TASK TO COMPLETE -> Omit the pictures, but give back every entry below exactly as written.

DATA ->

· · · ·

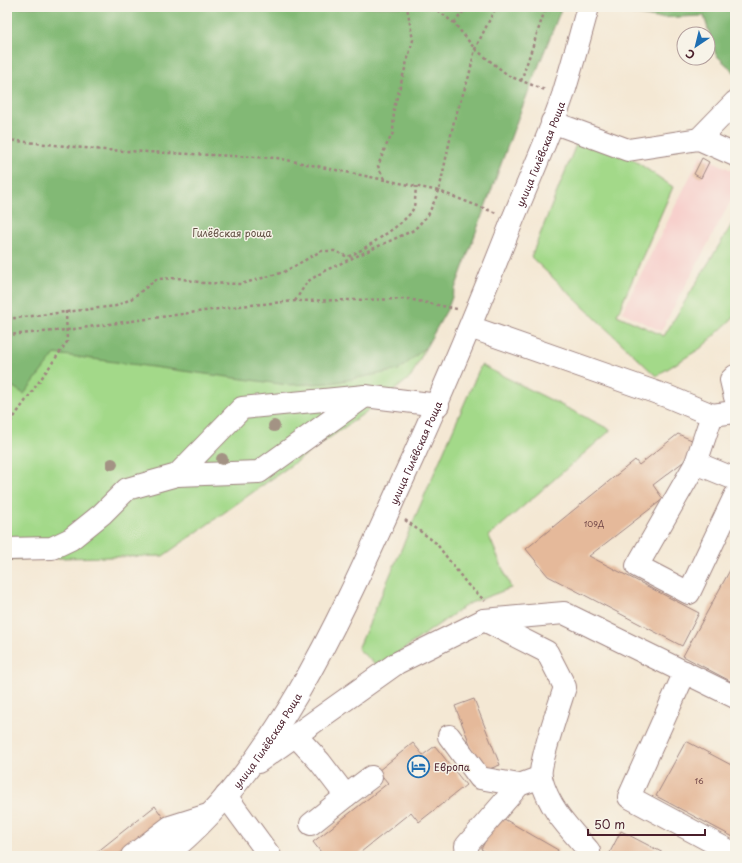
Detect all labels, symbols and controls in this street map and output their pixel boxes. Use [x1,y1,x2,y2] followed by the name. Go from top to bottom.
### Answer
[676,26,716,66] north arrow
[682,45,698,64] text: С
[512,98,568,209] street label: улица Гилёвская Роща
[192,225,273,240] park label: Гилёвская роща
[385,398,445,507] street label: улица Гилёвская Роща
[584,518,605,530] house number: 109Д
[229,689,305,791] street label: улица Гилёвская Роща
[405,753,431,779] hotel icon: Европа
[434,759,471,774] place label: Европа
[694,775,704,787] house number: 16
[588,811,705,837] scale bar
[594,815,625,833] text: 50 m

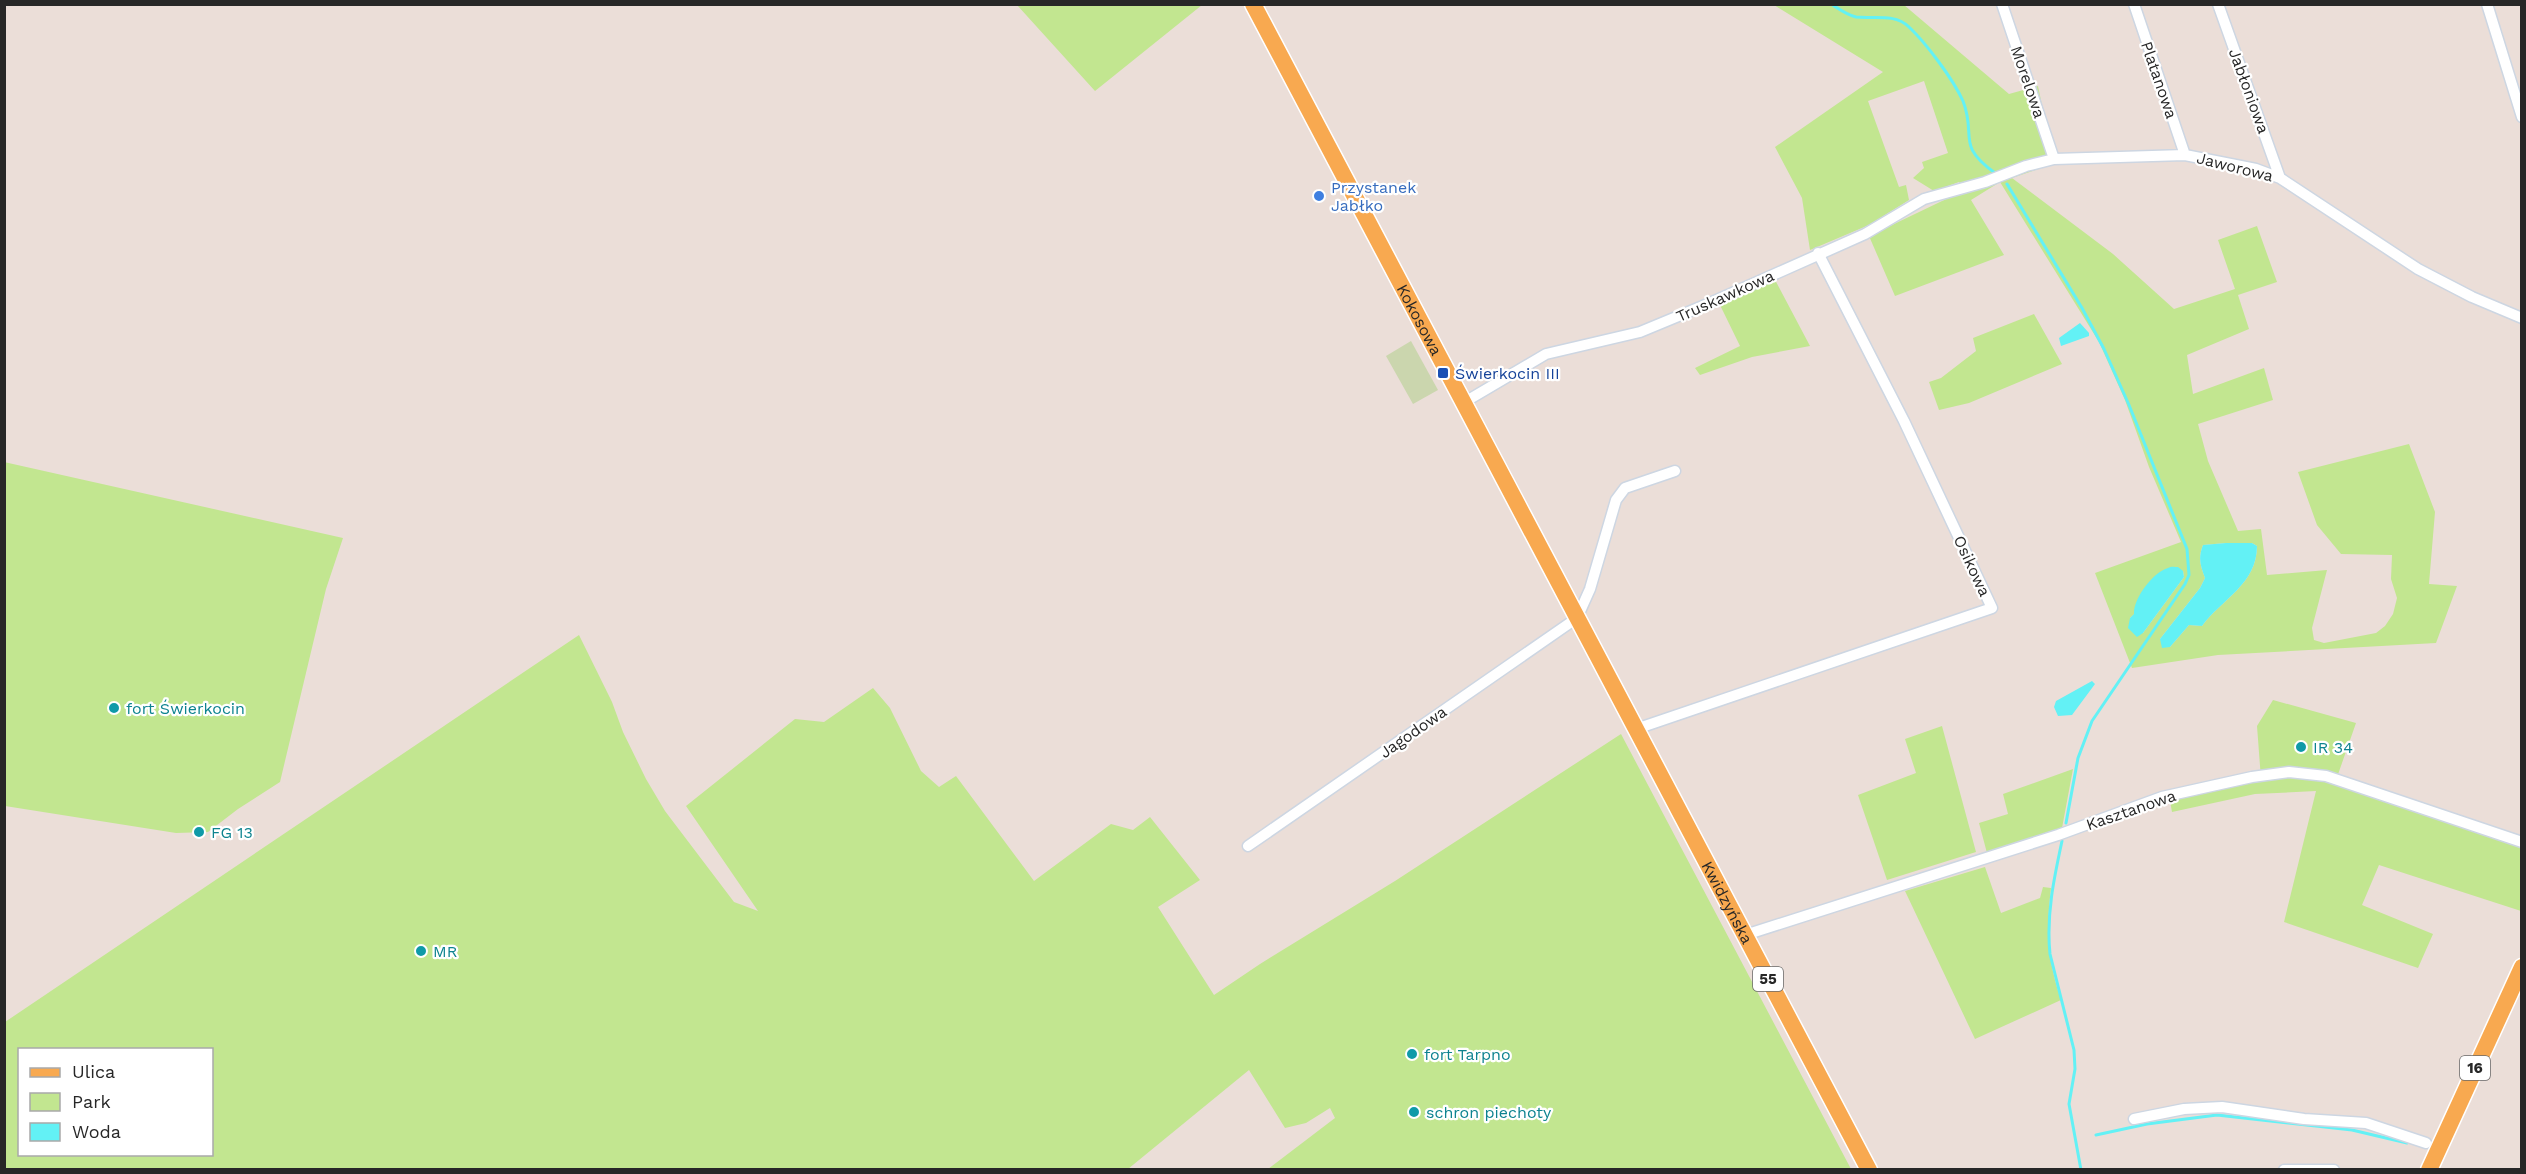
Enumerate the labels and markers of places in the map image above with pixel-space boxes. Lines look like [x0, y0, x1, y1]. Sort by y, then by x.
place label: Przystanek Jabłko [1331, 178, 1416, 215]
marker: Przystanek Jabłko [1312, 189, 1326, 203]
place label: Świerkocin III [1455, 364, 1560, 383]
marker: Świerkocin III [1436, 366, 1450, 380]
place label: fort Świerkocin [126, 699, 245, 718]
marker: fort Świerkocin [107, 701, 121, 715]
place label: IR 34 [2313, 738, 2353, 757]
marker: IR 34 [2294, 740, 2308, 754]
place label: FG 13 [211, 823, 253, 842]
marker: FG 13 [192, 825, 206, 839]
place label: MR [433, 942, 457, 961]
marker: MR [414, 944, 428, 958]
place label: fort Tarpno [1424, 1045, 1511, 1064]
marker: fort Tarpno [1405, 1047, 1419, 1061]
place label: schron piechoty [1426, 1103, 1552, 1122]
marker: schron piechoty [1407, 1105, 1421, 1119]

· · · ·

ANSWER SECTION ->
Detect all labels, symbols and controls in this street map and output their pixel boxes. Use [x1,y1,x2,y2] followed by the name. Go from top to bottom.
### Answer
[676,26,716,66] north arrow
[682,45,698,64] text: С
[512,98,568,209] street label: улица Гилёвская Роща
[192,225,273,240] park label: Гилёвская роща
[385,398,445,507] street label: улица Гилёвская Роща
[584,518,605,530] house number: 109Д
[229,689,305,791] street label: улица Гилёвская Роща
[405,753,431,779] hotel icon: Европа
[434,759,471,774] place label: Европа
[694,775,704,787] house number: 16
[588,811,705,837] scale bar
[594,815,625,833] text: 50 m

Enumerate the labels and markers of places in the map image above with pixel-space boxes. Lines look like [x0, y0, x1, y1]. Sort by y, then by x.
place label: Przystanek Jabłko [1331, 178, 1416, 215]
marker: Przystanek Jabłko [1312, 189, 1326, 203]
place label: Świerkocin III [1455, 364, 1560, 383]
marker: Świerkocin III [1436, 366, 1450, 380]
place label: fort Świerkocin [126, 699, 245, 718]
marker: fort Świerkocin [107, 701, 121, 715]
place label: IR 34 [2313, 738, 2353, 757]
marker: IR 34 [2294, 740, 2308, 754]
place label: FG 13 [211, 823, 253, 842]
marker: FG 13 [192, 825, 206, 839]
place label: MR [433, 942, 457, 961]
marker: MR [414, 944, 428, 958]
place label: fort Tarpno [1424, 1045, 1511, 1064]
marker: fort Tarpno [1405, 1047, 1419, 1061]
place label: schron piechoty [1426, 1103, 1552, 1122]
marker: schron piechoty [1407, 1105, 1421, 1119]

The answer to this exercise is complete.